:: Exercise objective ::
Tally up the lines below that include the word "body". Answer with the number alone.

* * * *

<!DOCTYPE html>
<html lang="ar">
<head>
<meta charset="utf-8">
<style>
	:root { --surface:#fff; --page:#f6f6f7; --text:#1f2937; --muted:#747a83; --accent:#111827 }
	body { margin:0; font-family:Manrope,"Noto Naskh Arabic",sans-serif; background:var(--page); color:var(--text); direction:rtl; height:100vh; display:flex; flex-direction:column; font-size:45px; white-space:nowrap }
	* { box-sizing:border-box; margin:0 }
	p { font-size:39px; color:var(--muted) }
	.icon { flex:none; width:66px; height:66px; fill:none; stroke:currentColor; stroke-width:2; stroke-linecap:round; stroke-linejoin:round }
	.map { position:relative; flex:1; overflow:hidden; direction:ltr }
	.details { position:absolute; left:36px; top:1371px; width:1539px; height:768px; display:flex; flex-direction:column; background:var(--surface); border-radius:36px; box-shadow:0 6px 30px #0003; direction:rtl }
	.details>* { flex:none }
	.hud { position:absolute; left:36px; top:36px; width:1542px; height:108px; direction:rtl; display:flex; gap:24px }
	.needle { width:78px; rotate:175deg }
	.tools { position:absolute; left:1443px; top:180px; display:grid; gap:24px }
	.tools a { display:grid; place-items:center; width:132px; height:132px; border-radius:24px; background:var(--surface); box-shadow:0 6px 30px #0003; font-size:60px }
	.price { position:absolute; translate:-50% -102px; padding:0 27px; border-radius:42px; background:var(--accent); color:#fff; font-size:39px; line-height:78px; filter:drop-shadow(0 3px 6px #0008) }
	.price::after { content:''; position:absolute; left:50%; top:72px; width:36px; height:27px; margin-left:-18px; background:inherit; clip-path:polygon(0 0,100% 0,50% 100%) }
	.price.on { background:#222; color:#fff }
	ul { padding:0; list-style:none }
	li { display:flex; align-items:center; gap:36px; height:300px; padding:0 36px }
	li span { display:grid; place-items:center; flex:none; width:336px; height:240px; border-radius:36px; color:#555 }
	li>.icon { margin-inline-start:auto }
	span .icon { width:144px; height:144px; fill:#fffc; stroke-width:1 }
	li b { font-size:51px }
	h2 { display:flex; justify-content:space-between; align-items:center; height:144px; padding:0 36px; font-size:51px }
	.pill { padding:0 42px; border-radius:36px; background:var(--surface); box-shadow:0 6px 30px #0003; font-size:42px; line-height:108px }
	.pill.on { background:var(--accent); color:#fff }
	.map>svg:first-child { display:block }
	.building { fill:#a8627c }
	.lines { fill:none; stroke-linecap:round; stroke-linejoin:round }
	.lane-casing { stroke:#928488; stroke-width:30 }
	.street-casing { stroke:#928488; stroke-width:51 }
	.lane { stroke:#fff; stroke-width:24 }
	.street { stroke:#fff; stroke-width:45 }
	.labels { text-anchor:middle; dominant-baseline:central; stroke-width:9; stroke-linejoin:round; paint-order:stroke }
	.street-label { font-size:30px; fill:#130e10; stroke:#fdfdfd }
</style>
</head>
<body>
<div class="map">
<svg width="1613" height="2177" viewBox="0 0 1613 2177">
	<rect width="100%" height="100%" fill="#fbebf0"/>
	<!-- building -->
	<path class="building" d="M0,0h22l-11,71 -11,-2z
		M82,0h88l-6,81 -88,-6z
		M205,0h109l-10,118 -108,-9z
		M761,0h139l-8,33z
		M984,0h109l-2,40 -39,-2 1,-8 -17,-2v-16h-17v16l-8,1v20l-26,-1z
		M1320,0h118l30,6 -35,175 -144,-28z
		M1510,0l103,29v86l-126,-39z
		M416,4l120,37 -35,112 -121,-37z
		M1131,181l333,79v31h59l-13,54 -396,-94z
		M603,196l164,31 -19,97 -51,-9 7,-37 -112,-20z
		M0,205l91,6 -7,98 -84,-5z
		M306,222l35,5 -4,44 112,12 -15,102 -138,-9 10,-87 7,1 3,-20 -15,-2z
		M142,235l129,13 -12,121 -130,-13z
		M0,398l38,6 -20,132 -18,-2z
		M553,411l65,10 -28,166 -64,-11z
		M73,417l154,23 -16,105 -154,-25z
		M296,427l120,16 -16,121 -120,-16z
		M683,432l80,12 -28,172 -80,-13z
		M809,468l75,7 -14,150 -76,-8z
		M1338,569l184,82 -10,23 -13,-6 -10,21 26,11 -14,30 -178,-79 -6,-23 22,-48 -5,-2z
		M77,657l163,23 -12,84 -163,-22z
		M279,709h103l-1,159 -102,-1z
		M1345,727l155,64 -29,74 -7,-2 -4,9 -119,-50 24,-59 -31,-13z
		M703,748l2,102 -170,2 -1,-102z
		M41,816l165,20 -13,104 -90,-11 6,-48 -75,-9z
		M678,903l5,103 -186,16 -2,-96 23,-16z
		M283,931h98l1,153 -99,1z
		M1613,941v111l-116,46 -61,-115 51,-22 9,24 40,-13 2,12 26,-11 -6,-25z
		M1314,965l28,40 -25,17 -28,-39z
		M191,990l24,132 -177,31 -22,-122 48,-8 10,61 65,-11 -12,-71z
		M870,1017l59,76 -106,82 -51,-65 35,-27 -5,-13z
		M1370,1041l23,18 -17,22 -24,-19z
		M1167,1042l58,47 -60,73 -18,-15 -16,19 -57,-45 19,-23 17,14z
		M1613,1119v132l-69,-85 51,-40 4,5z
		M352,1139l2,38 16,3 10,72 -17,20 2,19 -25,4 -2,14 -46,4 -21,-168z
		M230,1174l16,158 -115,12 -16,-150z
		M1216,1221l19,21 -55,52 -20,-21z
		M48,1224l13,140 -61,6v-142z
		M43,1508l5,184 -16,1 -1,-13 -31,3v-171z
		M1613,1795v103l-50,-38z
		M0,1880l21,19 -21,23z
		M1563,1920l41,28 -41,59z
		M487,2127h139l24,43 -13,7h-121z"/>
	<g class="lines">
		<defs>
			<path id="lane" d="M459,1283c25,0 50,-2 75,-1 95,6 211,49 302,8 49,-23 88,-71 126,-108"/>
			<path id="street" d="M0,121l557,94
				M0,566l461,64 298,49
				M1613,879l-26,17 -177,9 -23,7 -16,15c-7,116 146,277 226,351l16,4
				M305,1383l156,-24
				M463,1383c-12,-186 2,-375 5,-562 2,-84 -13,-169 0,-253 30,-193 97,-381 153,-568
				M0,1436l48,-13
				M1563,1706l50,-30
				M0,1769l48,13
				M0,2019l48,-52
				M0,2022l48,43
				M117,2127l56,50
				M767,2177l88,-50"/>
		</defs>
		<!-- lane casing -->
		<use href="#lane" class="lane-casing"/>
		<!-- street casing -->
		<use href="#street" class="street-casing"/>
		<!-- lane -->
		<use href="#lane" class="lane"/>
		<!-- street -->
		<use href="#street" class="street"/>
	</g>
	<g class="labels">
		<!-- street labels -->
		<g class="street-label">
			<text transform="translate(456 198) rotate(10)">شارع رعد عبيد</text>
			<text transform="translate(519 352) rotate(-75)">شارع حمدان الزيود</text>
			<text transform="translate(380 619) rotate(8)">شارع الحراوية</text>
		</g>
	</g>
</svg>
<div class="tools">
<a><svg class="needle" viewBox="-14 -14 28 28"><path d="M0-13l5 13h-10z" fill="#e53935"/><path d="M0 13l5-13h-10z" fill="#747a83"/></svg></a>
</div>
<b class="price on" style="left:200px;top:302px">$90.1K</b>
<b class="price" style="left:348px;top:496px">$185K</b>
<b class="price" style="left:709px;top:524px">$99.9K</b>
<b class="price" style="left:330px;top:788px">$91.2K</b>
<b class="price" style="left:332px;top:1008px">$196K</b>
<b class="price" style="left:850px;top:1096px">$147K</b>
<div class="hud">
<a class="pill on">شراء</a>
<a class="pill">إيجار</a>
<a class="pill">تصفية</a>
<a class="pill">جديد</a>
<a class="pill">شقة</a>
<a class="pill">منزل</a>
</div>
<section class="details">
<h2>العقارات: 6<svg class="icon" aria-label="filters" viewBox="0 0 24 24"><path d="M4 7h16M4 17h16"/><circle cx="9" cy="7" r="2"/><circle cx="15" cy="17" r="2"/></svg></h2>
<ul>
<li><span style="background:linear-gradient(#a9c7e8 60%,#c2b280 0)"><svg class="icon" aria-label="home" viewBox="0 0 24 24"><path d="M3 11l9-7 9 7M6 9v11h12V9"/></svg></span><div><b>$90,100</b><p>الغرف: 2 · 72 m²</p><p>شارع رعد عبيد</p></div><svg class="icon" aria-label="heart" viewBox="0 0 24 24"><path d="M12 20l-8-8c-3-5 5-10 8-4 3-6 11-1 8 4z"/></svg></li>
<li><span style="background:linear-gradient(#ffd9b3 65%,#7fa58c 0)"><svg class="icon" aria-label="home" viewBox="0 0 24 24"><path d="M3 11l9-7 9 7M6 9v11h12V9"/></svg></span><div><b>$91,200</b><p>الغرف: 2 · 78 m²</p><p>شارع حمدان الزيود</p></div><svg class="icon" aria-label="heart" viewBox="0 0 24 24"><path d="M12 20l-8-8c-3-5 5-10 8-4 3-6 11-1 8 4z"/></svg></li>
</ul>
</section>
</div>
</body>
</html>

* * * *

:: Exercise output ::
3